Rechercher

En route vers 2022 | La Terre au défi de nourrir 10 milliards d’habitants

Si, en théorie, des solutions existent pour nourrir autant d’habitants, elles semblent contradictoires et répondre à des préoccupations opposées, écartelées entre nécessaire augmentation des surfaces cultivées et conséquences négatives sur le climat. Avec, en plus, le souci d’une population de se nourrir « plus propre » mais à un coût abordable. Que faire ?

 

Premier sujet de controverse : quelles surfaces consacrer à l’augmentation de la production agricole ? Dans un contexte de changement climatique dont on redoute, à juste titre, les effets les plus sévères, difficile d’admettre qu’il suffirait d’augmenter les surfaces cultivées et les rendements pour résoudre le problème, sans se soucier du reste. Dans un rapport récent, la FAO (l’Organisation Des Nations Unies pour l’alimentation et l’agriculture) estime qu’une des conséquences les plus notables d’une augmentation de la production agricole mondiale de 50% entraînerait « une hausse des prélèvements d’eau destinés à l’agriculture pouvant aller jusqu’à 35% ».

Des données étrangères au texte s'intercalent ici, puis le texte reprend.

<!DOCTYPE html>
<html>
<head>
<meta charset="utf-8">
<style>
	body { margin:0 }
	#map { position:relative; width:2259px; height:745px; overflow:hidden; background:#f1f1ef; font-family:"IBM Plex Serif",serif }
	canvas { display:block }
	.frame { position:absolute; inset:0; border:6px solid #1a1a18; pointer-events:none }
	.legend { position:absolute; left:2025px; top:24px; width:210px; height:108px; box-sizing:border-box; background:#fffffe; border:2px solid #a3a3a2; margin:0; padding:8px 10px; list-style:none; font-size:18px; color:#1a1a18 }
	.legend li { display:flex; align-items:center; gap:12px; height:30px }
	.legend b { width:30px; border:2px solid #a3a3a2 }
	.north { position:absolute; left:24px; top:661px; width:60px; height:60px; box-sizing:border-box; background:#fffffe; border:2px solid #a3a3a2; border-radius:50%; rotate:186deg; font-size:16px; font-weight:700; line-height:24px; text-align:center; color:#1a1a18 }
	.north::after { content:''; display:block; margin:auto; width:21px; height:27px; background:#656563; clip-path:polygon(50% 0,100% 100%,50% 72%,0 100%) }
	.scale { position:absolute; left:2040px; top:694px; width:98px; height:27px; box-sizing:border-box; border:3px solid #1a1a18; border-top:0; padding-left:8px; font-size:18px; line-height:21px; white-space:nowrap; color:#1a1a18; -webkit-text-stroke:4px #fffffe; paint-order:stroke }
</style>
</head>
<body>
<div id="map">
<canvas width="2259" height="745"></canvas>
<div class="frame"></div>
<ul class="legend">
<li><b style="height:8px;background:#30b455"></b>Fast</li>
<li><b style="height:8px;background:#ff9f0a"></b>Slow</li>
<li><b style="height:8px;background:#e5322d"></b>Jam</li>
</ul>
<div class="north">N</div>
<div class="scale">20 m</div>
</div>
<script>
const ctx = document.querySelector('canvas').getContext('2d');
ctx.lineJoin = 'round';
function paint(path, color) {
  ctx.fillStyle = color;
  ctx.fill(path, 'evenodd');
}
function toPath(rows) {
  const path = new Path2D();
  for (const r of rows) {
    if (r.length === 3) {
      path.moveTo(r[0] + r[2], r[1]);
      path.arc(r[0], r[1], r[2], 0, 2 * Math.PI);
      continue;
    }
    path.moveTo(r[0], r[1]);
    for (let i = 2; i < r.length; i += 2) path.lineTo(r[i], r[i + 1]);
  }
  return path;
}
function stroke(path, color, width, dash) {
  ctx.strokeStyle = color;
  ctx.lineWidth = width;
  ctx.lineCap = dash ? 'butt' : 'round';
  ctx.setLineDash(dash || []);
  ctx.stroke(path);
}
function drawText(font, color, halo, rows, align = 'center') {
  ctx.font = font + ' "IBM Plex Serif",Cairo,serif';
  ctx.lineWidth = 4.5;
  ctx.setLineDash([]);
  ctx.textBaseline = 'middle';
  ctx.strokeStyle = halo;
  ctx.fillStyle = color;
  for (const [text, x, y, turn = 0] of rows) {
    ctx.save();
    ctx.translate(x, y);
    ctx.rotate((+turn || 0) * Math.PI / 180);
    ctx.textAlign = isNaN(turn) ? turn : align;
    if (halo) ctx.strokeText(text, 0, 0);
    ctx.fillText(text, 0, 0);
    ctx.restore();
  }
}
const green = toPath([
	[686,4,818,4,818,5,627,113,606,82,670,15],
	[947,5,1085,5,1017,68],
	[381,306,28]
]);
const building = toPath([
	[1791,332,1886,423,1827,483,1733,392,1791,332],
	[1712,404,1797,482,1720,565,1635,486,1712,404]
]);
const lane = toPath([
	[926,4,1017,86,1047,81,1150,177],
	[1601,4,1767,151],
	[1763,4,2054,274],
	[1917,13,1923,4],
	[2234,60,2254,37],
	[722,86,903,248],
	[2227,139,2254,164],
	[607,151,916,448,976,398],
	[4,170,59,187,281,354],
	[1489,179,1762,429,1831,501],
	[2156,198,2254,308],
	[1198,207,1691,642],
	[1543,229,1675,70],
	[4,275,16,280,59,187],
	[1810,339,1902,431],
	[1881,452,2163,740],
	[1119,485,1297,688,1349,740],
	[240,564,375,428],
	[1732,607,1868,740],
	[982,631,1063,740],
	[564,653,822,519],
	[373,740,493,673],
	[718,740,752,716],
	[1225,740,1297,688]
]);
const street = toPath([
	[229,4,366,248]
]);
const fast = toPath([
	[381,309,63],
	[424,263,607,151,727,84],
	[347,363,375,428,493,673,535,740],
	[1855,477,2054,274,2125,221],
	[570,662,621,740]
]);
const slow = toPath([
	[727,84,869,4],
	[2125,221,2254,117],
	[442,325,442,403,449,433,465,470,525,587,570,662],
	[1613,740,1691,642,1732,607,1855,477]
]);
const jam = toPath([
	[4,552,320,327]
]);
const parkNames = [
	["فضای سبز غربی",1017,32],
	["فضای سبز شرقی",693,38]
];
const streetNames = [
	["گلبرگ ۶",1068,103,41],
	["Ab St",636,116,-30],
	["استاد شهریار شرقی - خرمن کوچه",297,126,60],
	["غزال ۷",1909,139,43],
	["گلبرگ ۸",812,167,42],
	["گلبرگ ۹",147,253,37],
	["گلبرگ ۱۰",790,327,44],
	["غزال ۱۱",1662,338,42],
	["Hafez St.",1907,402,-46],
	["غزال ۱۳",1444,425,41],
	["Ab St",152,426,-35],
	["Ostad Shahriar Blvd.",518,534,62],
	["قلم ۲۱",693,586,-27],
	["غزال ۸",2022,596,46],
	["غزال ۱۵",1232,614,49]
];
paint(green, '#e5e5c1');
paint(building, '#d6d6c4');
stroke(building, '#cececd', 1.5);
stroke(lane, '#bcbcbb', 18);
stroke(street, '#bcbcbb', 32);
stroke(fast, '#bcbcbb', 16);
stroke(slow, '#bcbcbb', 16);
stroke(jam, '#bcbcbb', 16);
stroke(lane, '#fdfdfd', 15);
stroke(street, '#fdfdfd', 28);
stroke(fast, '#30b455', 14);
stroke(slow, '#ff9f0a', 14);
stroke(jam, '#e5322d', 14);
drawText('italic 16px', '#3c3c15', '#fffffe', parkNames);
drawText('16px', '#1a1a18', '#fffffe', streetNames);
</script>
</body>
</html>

Une telle augmentation accroîtrait, à l’évidence, les conflits sociaux liés à ces prélèvements supplémentaires : la guerre de l’eau fait déjà des ravages sur de nombreux territoires de façon directe ou indirecte. Provoquant des déplacements de population qui, à leur tour, accroissent les tensions. A cela s’ajoute le contexte du changement climatique lui-même : la Californie, premier État agricole américain, est de plus en plus souvent en proie à de sévères périodes de sécheresse qui menacent, à terme, son approvisionnement en eau potable. En particulier les habitants de San Francisco et de Los Angeles, alimentés par des rivières au débit de plus en plus erratique.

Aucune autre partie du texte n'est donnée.